• [Task] Images aside, return all the entries exactly.

· · · · ·

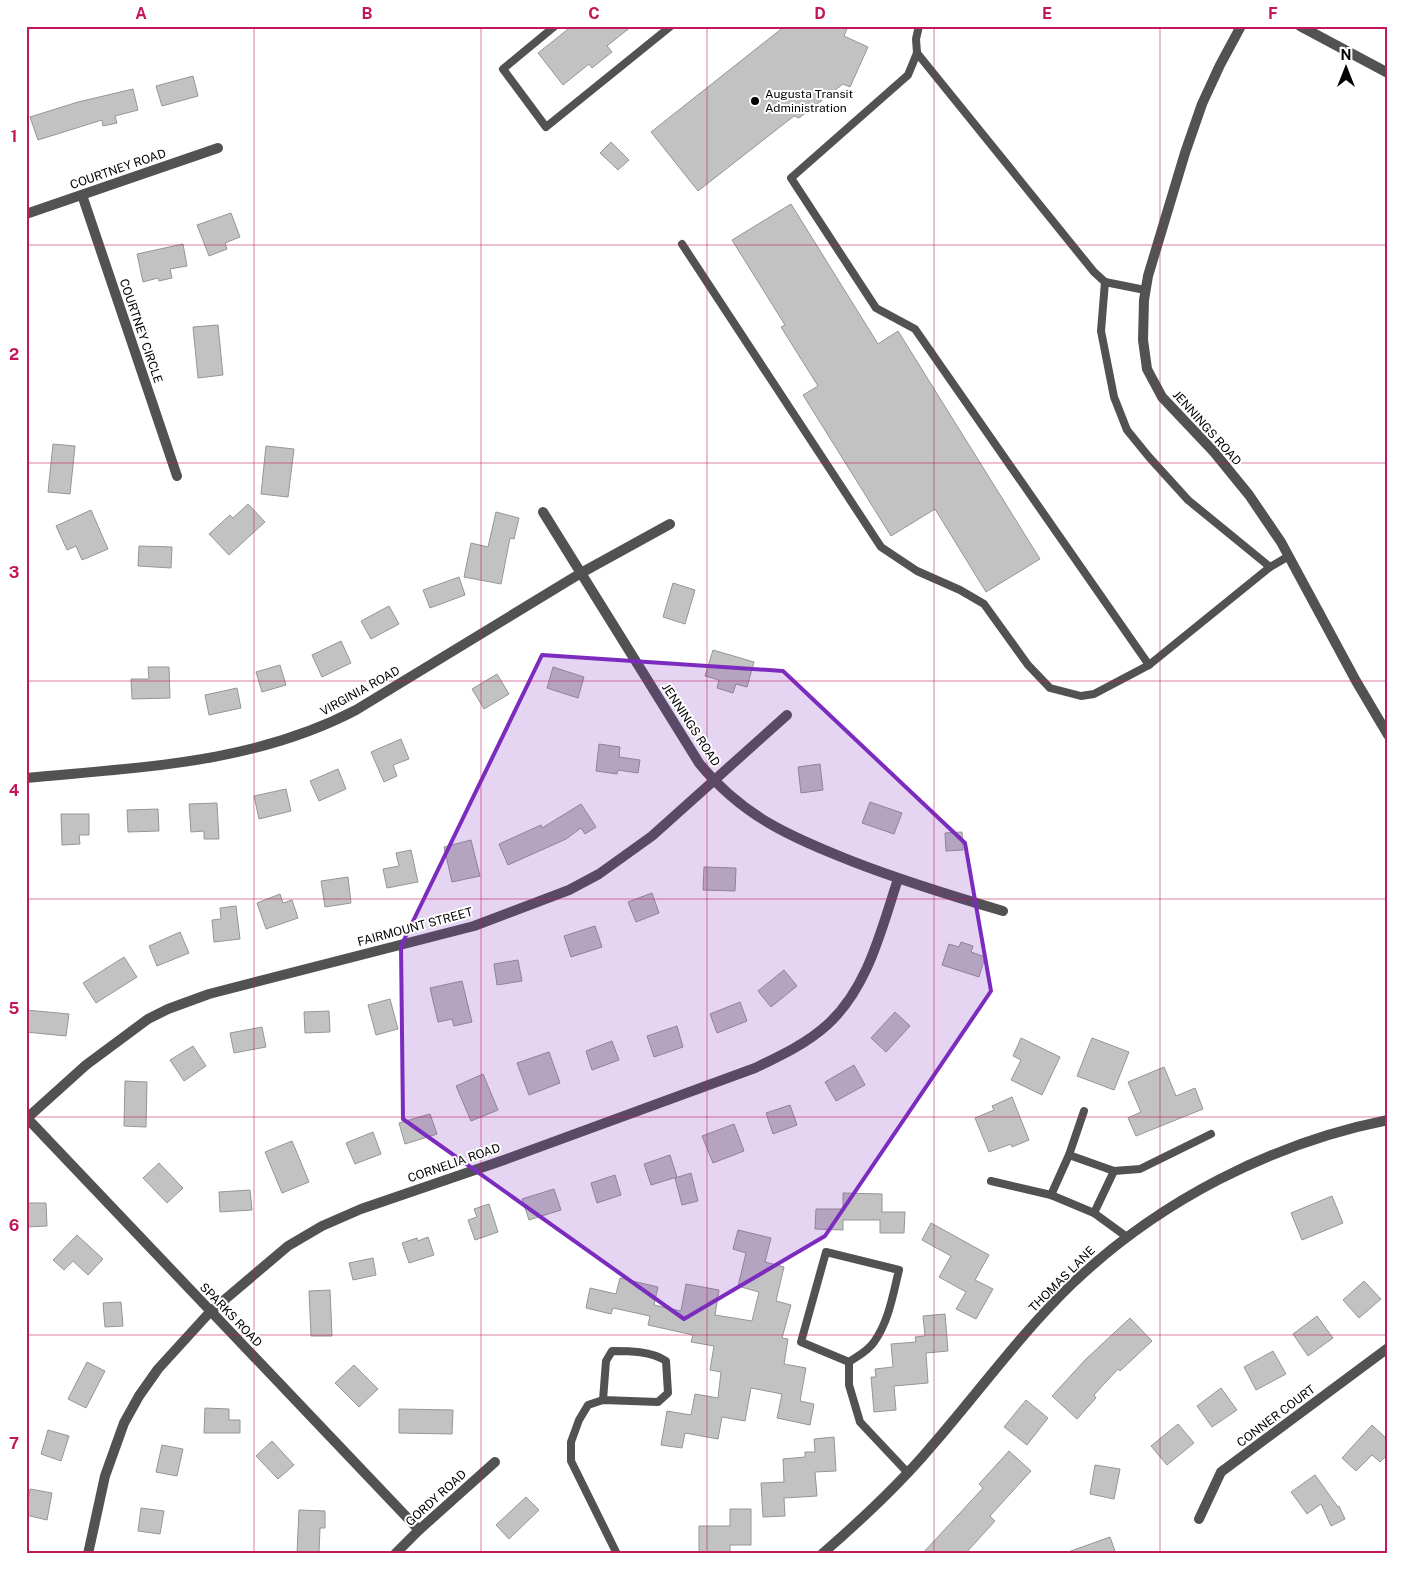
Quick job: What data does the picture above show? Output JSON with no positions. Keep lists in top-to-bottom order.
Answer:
{
  "streets": {
    "street": [
      "COURTNEY ROAD",
      "COURTNEY CIRCLE",
      "JENNINGS ROAD",
      "VIRGINIA ROAD",
      "FAIRMOUNT STREET",
      "CORNELIA ROAD",
      "THOMAS LANE",
      "SPARKS ROAD",
      "CONNER COURT",
      "GORDY ROAD"
    ]
  },
  "crossings": [
    ["COURTNEY ROAD", "COURTNEY CIRCLE"],
    ["JENNINGS ROAD", "VIRGINIA ROAD"],
    ["JENNINGS ROAD", "FAIRMOUNT STREET"],
    ["JENNINGS ROAD", "CORNELIA ROAD"],
    ["FAIRMOUNT STREET", "SPARKS ROAD"],
    ["CORNELIA ROAD", "SPARKS ROAD"],
    ["SPARKS ROAD", "GORDY ROAD"]
  ],
  "places": ["Augusta Transit Administration"],
  "north": "top",
  "grid": {
    "columns": [
      "A",
      "B",
      "C",
      "D",
      "E",
      "F"
    ],
    "rows": [
      "1",
      "2",
      "3",
      "4",
      "5",
      "6",
      "7"
    ]
  }
}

· · · · ·

• [Solution for this exercise]
Quick job: What data does the picture above show? Output JSON with no positions. Keep lists in top-to-bottom order.
Answer:
{
  "streets": {
    "street": [
      "COURTNEY ROAD",
      "COURTNEY CIRCLE",
      "JENNINGS ROAD",
      "VIRGINIA ROAD",
      "FAIRMOUNT STREET",
      "CORNELIA ROAD",
      "THOMAS LANE",
      "SPARKS ROAD",
      "CONNER COURT",
      "GORDY ROAD"
    ]
  },
  "crossings": [
    ["COURTNEY ROAD", "COURTNEY CIRCLE"],
    ["JENNINGS ROAD", "VIRGINIA ROAD"],
    ["JENNINGS ROAD", "FAIRMOUNT STREET"],
    ["JENNINGS ROAD", "CORNELIA ROAD"],
    ["FAIRMOUNT STREET", "SPARKS ROAD"],
    ["CORNELIA ROAD", "SPARKS ROAD"],
    ["SPARKS ROAD", "GORDY ROAD"]
  ],
  "places": ["Augusta Transit Administration"],
  "north": "top",
  "grid": {
    "columns": [
      "A",
      "B",
      "C",
      "D",
      "E",
      "F"
    ],
    "rows": [
      "1",
      "2",
      "3",
      "4",
      "5",
      "6",
      "7"
    ]
  }
}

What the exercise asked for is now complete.